— Activity —
Among these records, which lines include "they"? Copy them out.

— Supplied data —
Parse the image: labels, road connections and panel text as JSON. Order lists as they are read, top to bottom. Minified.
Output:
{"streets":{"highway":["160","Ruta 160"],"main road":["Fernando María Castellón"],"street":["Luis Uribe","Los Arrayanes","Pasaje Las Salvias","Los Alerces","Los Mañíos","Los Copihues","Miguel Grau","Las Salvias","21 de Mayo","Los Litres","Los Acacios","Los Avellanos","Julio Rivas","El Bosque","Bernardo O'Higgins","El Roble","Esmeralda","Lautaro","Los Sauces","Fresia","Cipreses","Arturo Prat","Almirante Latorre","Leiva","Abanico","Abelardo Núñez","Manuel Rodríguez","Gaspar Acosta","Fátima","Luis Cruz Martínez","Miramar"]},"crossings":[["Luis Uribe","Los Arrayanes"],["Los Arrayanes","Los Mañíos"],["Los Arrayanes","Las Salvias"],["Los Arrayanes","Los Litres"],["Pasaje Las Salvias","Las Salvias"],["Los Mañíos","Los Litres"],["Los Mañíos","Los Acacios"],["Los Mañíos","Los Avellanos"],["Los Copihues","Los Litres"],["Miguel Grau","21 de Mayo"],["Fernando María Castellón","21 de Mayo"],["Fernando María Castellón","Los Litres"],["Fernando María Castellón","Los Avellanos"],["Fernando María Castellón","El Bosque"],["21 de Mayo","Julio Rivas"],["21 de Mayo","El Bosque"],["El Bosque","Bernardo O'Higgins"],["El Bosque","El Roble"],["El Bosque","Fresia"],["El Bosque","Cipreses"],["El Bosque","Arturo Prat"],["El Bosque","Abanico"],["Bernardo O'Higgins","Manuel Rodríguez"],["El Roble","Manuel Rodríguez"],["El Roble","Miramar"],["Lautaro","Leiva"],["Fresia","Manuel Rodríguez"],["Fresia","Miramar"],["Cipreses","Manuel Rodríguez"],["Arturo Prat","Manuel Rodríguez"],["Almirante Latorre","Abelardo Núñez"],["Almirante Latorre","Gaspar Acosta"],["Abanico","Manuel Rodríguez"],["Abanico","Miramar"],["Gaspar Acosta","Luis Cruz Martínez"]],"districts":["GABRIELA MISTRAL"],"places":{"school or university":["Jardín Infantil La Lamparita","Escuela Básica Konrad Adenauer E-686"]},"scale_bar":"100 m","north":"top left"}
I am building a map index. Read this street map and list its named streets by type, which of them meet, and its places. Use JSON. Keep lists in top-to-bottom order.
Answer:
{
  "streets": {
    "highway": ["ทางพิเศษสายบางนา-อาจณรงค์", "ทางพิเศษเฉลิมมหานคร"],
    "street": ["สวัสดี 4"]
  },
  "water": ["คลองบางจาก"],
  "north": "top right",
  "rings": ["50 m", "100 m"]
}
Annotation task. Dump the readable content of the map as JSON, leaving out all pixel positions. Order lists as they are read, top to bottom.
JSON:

— Written response —
Parse the image: labels, road connections and panel text as JSON. Order lists as they are read, top to bottom. Minified.
Annotation task. Dump the readable content of the map as JSON, leaving out all pixel positions. Order lists as they are read, top to bottom.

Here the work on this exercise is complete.